We get back and find our 50 mile riders at the start/finish getting ready to eat so we get our tickets for a burger and it was just what I needed. I can't eat very well on a bike ride and usually stick with all liquids until after the ride. My problem this time was I forgot to shake my food bottle when I put the water in it and the powder turned into a brick and never mixed very well with the water. So I thought I was replacing calories during the ride but not very many. When I got to a SAG with about 20 miles left I opened my bottle to find the brick in there. I had to borrow a knife to get the stuff out of there.
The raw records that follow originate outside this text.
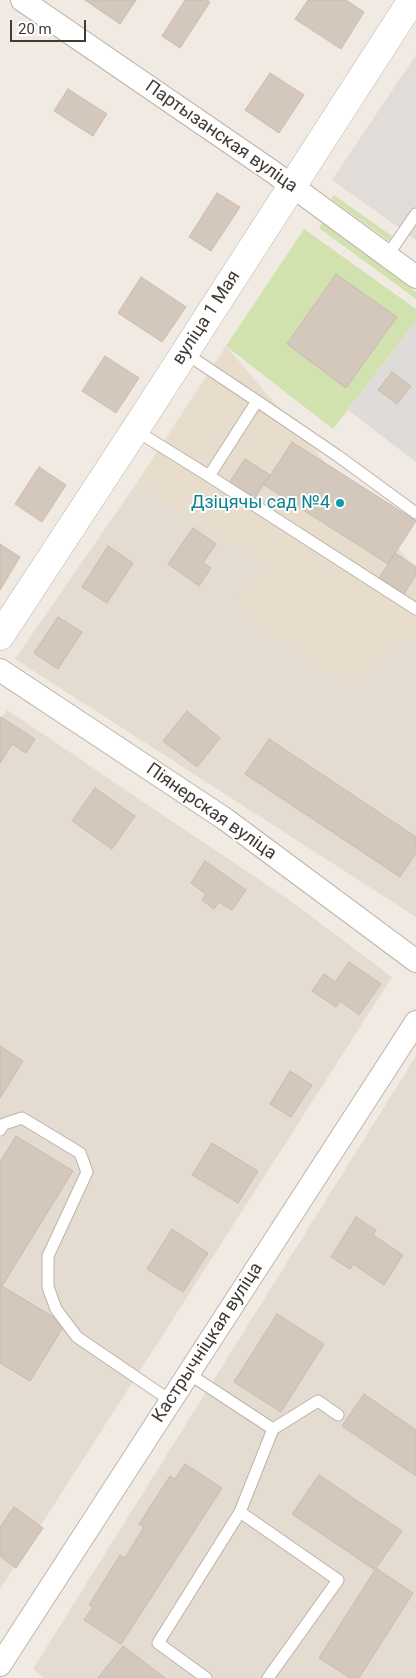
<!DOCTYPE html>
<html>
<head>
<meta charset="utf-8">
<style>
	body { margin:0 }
	#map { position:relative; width:416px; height:1678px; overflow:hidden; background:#f0eae3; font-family:Roboto,sans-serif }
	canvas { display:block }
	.scale { position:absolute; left:10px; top:20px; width:76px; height:22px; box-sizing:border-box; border:2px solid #413a34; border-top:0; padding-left:6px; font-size:15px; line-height:18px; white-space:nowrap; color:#413a34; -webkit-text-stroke:4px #fff; paint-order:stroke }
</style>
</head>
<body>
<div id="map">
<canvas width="416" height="1678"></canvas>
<div class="scale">20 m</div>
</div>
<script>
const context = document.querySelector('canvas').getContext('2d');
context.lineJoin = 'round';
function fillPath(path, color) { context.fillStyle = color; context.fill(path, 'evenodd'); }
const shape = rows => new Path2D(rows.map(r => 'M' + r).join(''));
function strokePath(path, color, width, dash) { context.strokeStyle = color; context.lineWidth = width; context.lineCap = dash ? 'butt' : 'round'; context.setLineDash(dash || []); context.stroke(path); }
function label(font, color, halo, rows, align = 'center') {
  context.font = font + ' Roboto,sans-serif'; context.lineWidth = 4; context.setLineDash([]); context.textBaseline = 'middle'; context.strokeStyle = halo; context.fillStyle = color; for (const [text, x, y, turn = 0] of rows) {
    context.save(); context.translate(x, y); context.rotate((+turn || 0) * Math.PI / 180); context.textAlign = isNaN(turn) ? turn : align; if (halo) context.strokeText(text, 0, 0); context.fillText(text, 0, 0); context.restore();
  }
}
fillPath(shape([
	[136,484,263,564,354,688,406,637,416,643,416,917,15,659],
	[7,710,292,902,392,977,0,1589,0,721],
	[416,1056,416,1678,45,1678,33,1669]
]), '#e4dbd1');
fillPath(shape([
	[416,55,416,240,332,180]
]), '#e2dcd8');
fillPath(shape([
	[226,346,416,569,416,643,406,637,354,688,233,611,262,564,136,484]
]), '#e8ddcd');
fillPath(shape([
	[334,195,392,236,389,241,331,199],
	[322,223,416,292,416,299,319,228],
	[304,229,416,309,416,321,333,429,226,346]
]), '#d2e2ae');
fillPath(shape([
	[416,321,416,462,348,410]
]), '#dedbd8');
const building = shape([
	[85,0,136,0,120,24,85,0],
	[185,0,207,0,210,2,180,48,162,36,185,0],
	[308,0,346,0,364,12,341,49,295,19,308,0],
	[270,73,304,95,279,133,245,110,270,73],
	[68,89,107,114,93,136,54,111,68,89],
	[217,193,240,207,211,251,189,237,217,193],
	[336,274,397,317,346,388,287,344,336,274],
	[141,277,186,307,162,342,118,313,141,277],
	[105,356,139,378,116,413,82,391,105,356],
	[392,372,411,386,397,404,378,390,392,372],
	[292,442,416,521,388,564,264,485,292,442],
	[245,459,270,475,254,499,229,483,245,459],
	[39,467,66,485,42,522,15,504,39,467],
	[193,528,216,544,203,563,211,568,199,586,168,564,193,528],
	[0,544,20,557,0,590,0,544],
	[108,546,133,563,107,603,82,587,108,546],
	[395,553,416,567,416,575,404,594,379,578,395,553],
	[58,617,82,632,58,669,34,653,58,617],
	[187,711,220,738,197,767,163,741,187,711],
	[1,717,35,739,26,753,12,744,0,763,0,719,1,717],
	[269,739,416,837,416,853,400,877,245,774,269,739],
	[95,788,135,816,112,849,72,821,95,788],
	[205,861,246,890,232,910,219,902,214,909,202,900,206,894,191,883,205,861],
	[349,962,381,984,359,1015,340,1001,336,1007,312,991,324,974,335,982,349,962],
	[0,1046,23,1061,0,1098,0,1046],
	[290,1071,312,1085,291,1117,270,1104,290,1071],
	[16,1136,73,1171,2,1286,65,1324,30,1381,0,1363,0,1162,16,1136],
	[212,1143,258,1171,238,1203,192,1175,212,1143],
	[356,1217,376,1230,373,1235,403,1255,384,1285,353,1264,350,1269,331,1257,356,1217],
	[172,1229,208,1253,183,1292,147,1269,172,1229],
	[277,1314,324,1344,281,1412,234,1382,277,1314],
	[364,1394,416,1430,416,1476,342,1426,364,1394],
	[185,1464,222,1488,121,1644,84,1620,93,1607,89,1605,120,1555,125,1558,144,1527,139,1524,170,1476,175,1479,185,1464],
	[319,1475,402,1531,376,1568,413,1593,359,1678,350,1678,319,1658,375,1570,292,1514,319,1475],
	[14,1507,43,1528,16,1568,0,1556,0,1527,14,1507],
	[123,1646,165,1678,98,1678,123,1646]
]);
fillPath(building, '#d4c7bc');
strokePath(building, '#cbbbad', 1);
const service = shape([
	[387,256,416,214],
	[257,401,338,456,416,513],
	[135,430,209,476,257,401,185,353],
	[209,476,416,609],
	[0,1130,4,1124,22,1118,80,1153,87,1172,48,1256,48,1287,56,1309,77,1337,171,1401],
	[189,1374,273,1429,240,1512,338,1580,268,1678],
	[273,1429,318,1401,338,1415],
	[206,1678,158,1643,240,1512]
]);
const minor = shape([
	[22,0,273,172,416,277],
	[0,670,225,819,416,961],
	[0,1665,416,1022]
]);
const tertiary = shape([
	[0,636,135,430,412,0]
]);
strokePath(service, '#beb3a9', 13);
strokePath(minor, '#beb3a9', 24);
strokePath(tertiary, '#beb3a9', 29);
strokePath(service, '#fff', 11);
strokePath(minor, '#fff', 22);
strokePath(tertiary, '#fff', 28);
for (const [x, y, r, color] of [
	[340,503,5,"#0f9aa8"]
]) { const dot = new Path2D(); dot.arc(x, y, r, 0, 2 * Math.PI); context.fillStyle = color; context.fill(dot); strokePath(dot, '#fff', 2); }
label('18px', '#413a34', '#fff', [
	["Партызанская вуліца",221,137,35],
	["вуліца 1 Мая",207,318,-57],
	["Піянерская вуліца",211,812,35],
	["Кастрычніцкая вуліца",208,1343,-57]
]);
label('18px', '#0d838f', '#fff', [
	["Дзіцячы сад №4",330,503]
], 'right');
</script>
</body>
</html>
Now with 20 miles left to go they throw a couple climbs at you (Couser and Rice canyons) they've got a few 14% climbs here,ouch!. I've done both these climbs before when the had to reroute the Hemet double century so I knew what to expect but with my tried body it was down right torture, thankfully my bud Brent was feeling it too and I could now keep him in sight. This was the most climbing I'd done on a single ride in over 2 years and it was tough. but it was still a fun ride and I'll do it again.


----------



## Bob E (Feb 17, 2011)

I am suprised you did not mention Cole Grade Road. I thought that was worst than climbing Palomar. My legs got pretty stiff coming down Palomar have to climb Cole, that was a challenge.


----------